ACTION ITEM: Among the entries that follow, how many lines contain the string "service"? Answer with that number only.

[[ RECORDS FOR THIS EXERCISE, beginning ]]

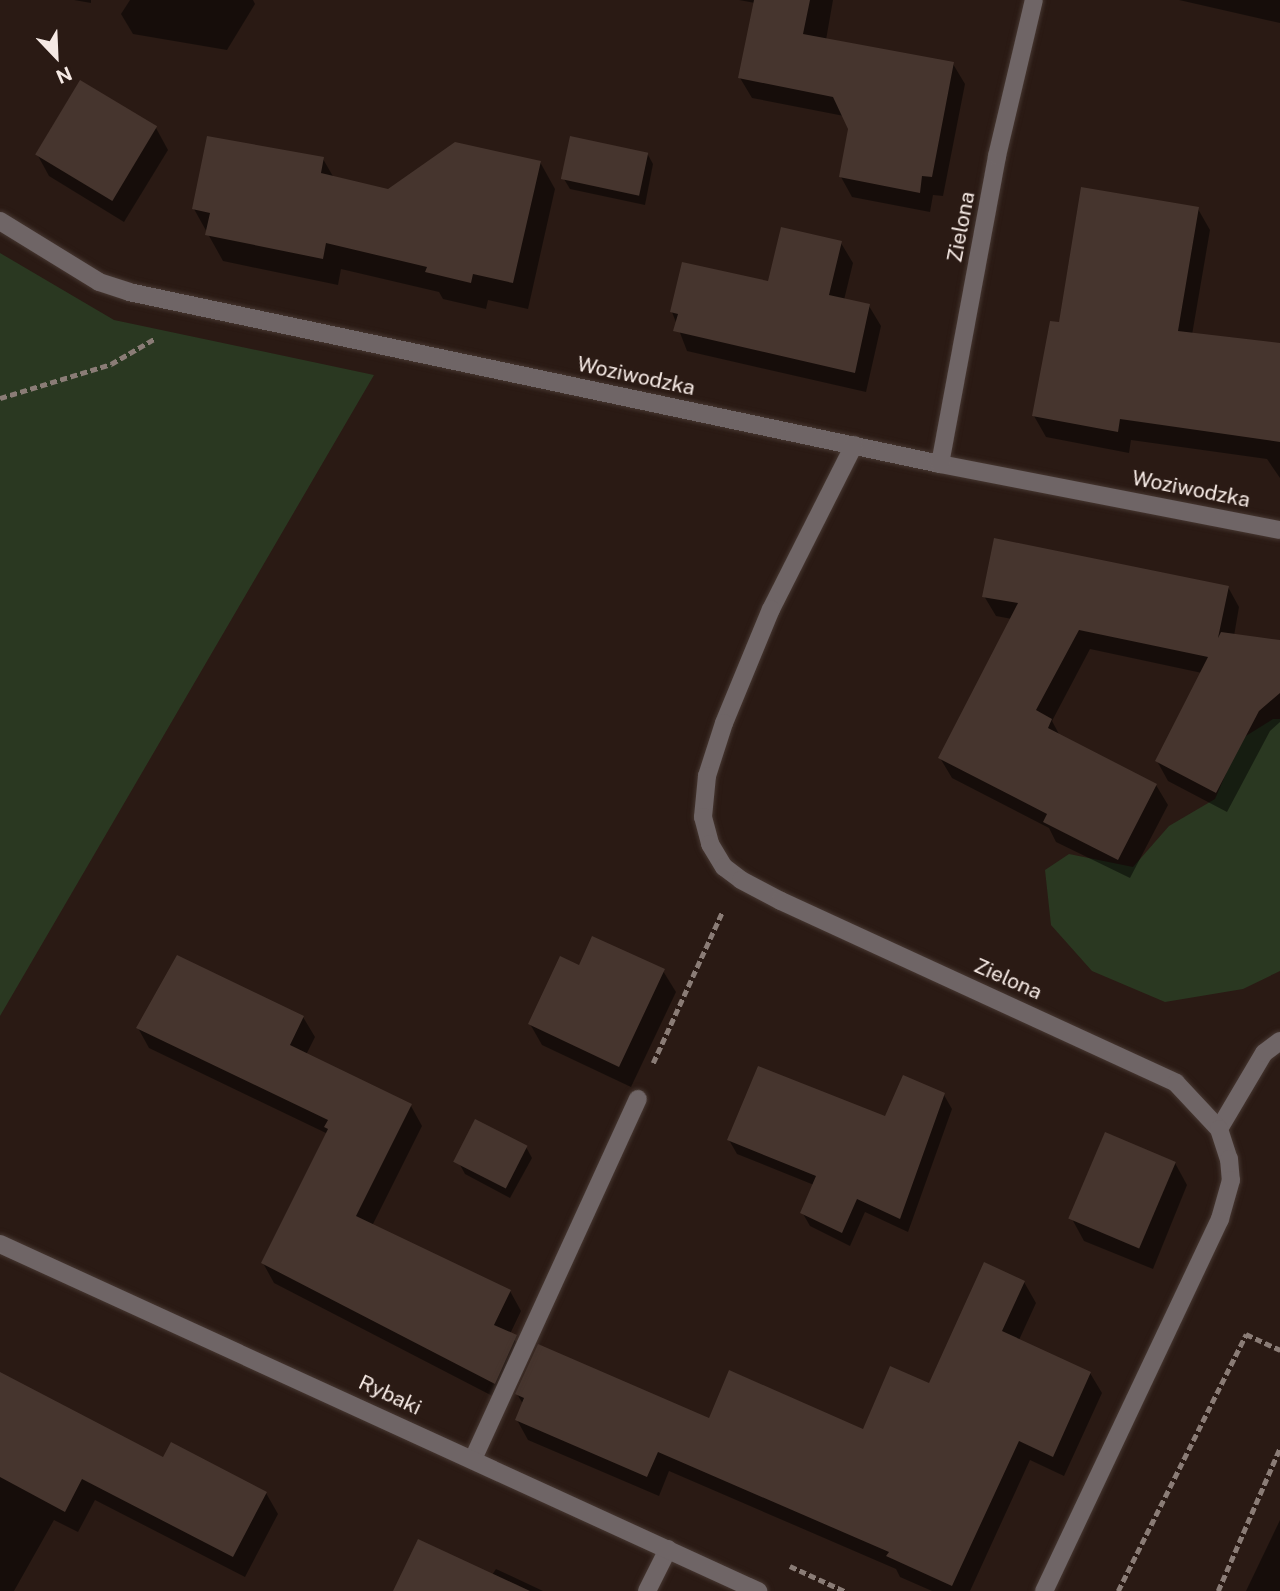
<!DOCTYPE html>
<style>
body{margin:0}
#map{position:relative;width:1280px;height:1591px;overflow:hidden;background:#2a1a14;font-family:"Public Sans",sans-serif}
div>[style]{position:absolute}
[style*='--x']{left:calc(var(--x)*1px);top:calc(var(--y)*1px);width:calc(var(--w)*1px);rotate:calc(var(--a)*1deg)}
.green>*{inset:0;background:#2a3821}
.shadow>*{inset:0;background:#0007}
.building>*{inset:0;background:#46352e;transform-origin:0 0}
.path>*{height:4.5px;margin-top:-2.25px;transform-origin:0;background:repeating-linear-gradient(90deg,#8a7c76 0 7px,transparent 0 10.5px)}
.roads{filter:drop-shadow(0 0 2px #463731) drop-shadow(0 0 2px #463731)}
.service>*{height:18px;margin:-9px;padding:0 9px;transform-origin:9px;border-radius:9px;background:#6f6566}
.minor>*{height:18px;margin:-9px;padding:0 9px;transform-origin:9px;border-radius:9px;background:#6f6566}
.tertiary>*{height:18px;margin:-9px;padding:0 9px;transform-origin:9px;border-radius:9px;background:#6f6566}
span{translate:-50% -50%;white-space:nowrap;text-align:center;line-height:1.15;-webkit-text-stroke:5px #2a1a14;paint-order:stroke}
.street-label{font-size:21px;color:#f5e9e4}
.north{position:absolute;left:21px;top:21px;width:70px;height:70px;-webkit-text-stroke:5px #2a1a14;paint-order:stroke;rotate:157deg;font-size:19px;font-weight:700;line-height:28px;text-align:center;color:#f5e9e4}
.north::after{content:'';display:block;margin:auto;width:24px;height:32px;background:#f5e9e4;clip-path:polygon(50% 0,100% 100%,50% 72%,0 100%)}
</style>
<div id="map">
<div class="green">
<div style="clip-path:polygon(0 253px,114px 320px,374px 375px,0 1016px)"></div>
<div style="clip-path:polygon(1273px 719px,1280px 719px,1280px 971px,1243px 989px,1165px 1002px,1092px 971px,1051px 925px,1045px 870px,1069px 854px,1133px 867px,1169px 826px,1215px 799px,1241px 739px)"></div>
</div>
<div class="shadow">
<div style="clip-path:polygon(74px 0,91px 0,91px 3px)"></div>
<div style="clip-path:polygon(130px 0,253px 0,255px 4px,227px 50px,133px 34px,121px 14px)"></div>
<div style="clip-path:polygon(739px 0,833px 0,826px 40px,953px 64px,965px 84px,943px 196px,933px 195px,930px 212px,852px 197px,841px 177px,850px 129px,844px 116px,752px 98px,740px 78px,755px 3px)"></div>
<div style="clip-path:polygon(1179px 0,1280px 0,1280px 23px)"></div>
<div style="clip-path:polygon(156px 128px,168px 150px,124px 222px,49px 176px,37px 154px)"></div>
<div style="clip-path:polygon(647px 153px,653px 164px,645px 205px,570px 189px,564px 179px)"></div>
<div style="clip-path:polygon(323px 159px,334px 178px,388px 191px,540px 162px,555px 189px,528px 309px,488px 300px,486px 309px,443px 299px,439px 292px,341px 269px,338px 285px,223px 261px,194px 209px)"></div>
<div style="clip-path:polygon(1198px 209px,1210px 230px,1192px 335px,1280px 346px,1280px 478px,1267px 459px,1131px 440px,1129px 453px,1046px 437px,1034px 416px,1061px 324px)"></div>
<div style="clip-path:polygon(841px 243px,853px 263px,844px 300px,869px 306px,881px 326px,866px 392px,687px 351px,672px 312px,769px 283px)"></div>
<div style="clip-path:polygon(1228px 587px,1239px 607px,1234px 636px,1280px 642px,1280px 722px,1270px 731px,1227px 812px,1168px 781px,1157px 761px,1202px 673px,1090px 649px,1052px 721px,1060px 736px,1156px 785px,1168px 805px,1130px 878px,1056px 842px,1049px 828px,952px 778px,940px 758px,1012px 619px,996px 616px,984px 596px)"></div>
<div style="clip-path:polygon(580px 967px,663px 971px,676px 992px,631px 1087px,542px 1045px,530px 1024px)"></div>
<div style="clip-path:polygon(303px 1017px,315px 1037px,306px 1055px,411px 1106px,422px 1126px,372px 1226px,510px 1291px,521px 1311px,510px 1334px,528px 1357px,506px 1403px,274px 1283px,263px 1263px,328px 1134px,149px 1048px,138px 1028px)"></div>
<div style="clip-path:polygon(944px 1095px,952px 1109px,908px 1232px,865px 1212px,850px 1246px,810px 1226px,802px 1212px,814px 1185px,737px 1154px,729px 1140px,885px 1118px)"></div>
<div style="clip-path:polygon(526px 1147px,532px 1158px,510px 1198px,465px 1174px,459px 1163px)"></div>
<div style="clip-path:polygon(1175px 1163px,1187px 1185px,1153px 1269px,1084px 1241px,1072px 1219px)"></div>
<div style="clip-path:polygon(1024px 1282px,1036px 1303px,1019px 1340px,1090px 1373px,1102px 1393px,1064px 1476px,1030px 1460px,970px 1591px,932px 1591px,900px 1577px,896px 1569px,669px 1471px,659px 1496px,528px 1440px,517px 1420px,523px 1404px,517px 1394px,710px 1420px,864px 1431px,930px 1385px)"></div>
<div style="clip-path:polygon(0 1374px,164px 1459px,266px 1493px,278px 1514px,245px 1577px,95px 1500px,78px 1532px,54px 1520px,14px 1591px,0 1591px)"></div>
<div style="clip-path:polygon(1280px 1520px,1280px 1591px,1246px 1591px)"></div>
<div style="clip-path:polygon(496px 1569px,543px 1591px,395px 1591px,492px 1575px)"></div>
</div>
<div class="building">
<div style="clip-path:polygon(754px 0,810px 0,803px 34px,954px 62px,932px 177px,922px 176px,920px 193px,839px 177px,848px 129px,833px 97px,738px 78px)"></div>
<div style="left:80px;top:80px;width:90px;height:87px;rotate:31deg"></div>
<div style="clip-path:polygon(207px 136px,324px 157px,321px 173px,388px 189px,455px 142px,541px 161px,513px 283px,473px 274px,471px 283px,425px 272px,427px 267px,326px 243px,323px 259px,205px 235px,210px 213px,192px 209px)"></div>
<div style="left:570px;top:136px;width:80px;height:44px;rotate:12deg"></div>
<div style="clip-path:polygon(1081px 187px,1199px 207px,1178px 331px,1280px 343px,1280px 442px,1120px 419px,1118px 432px,1032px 416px,1050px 321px,1059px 322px)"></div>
<div style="clip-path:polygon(781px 227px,842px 241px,829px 295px,870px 304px,855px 373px,673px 331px,678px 314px,670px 312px,682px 262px,768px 281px)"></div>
<div style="clip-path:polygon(994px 538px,1229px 586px,1218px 638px,1221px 632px,1280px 640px,1280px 693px,1259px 711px,1216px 793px,1155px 761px,1208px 657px,1079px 630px,1036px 710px,1052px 719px,1048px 728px,1157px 784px,1118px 860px,1043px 822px,1047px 814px,938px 758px,1018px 603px,982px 597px)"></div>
<div style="clip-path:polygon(592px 936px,665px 969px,619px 1067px,528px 1024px,560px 956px,579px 965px)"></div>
<div style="clip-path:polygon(177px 955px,304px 1016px,290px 1045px,412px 1104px,356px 1216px,511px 1290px,494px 1325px,517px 1335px,495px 1384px,261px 1263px,328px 1129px,324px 1127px,328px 1120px,136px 1028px)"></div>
<div style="clip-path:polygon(758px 1066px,885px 1116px,903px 1075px,945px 1093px,900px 1219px,857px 1199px,842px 1233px,800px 1213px,816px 1176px,727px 1140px)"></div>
<div style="left:475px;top:1119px;width:59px;height:48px;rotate:27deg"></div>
<div style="left:1105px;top:1132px;width:77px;height:94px;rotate:23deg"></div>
<div style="clip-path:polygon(984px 1262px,1025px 1281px,1002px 1331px,1091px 1372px,1053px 1457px,1019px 1441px,952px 1586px,886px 1556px,889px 1552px,658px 1452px,647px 1477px,515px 1420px,524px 1398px,515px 1394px,538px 1344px,709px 1418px,729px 1370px,863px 1429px,890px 1366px,929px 1383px)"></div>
<div style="clip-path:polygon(0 1372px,163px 1457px,171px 1442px,267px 1492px,233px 1557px,82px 1479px,65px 1512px,0 1477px)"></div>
<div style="clip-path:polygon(418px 1539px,530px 1591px,393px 1591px)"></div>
</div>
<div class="path">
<div style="--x:0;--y:398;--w:116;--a:-17"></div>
<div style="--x:111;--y:364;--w:50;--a:-30.2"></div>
<div style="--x:653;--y:1063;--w:166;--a:-65.4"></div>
<div style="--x:790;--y:1566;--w:60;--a:24.8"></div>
<div style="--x:1118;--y:1591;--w:287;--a:-63.5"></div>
<div style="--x:1246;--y:1334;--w:38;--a:25"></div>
<div style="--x:1218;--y:1591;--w:156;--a:-66.6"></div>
</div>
<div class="roads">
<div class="service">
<div style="--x:1219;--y:1129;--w:88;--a:-59.4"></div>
<div style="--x:1264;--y:1053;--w:20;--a:-37"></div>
<div style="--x:473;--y:1459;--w:396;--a:-65.4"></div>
</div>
<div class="minor">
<div style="--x:0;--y:221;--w:116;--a:31.6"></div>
<div style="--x:99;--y:282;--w:32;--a:18"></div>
<div style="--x:129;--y:292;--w:829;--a:11.97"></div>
<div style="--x:940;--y:464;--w:346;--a:11"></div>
<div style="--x:854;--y:445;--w:184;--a:116.8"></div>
<div style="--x:771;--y:609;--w:123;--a:112.4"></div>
<div style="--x:724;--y:723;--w:56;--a:107.8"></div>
<div style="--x:707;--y:776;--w:41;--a:95.6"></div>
<div style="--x:703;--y:817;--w:28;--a:75"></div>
<div style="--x:710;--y:844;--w:27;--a:59"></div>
<div style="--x:724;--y:867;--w:21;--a:37"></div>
<div style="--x:741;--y:880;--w:45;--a:27.7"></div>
<div style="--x:781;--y:901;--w:435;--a:24.7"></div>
<div style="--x:1176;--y:1083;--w:63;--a:46.9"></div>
<div style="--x:1219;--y:1129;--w:32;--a:72"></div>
<div style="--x:1229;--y:1159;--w:21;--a:85"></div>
<div style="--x:1231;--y:1180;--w:41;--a:105.8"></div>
<div style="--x:1220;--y:1219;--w:412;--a:115.3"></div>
<div style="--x:940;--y:464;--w:313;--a:-79.5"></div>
<div style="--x:997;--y:156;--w:160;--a:-76.7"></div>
<div style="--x:647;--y:1591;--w:47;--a:-63.4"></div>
</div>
<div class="tertiary">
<div style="--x:0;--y:1244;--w:834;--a:24.6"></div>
</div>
</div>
<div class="street-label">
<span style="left:961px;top:227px;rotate:-79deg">Zielona</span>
<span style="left:636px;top:376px;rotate:12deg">Woziwodzka</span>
<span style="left:1191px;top:489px;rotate:11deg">Woziwodzka</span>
<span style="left:1008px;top:979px;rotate:24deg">Zielona</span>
<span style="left:390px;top:1395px;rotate:25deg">Rybaki</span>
</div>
<div class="north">N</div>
</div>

[[ RECORDS FOR THIS EXERCISE, end ]]

ANSWER SPACE: 2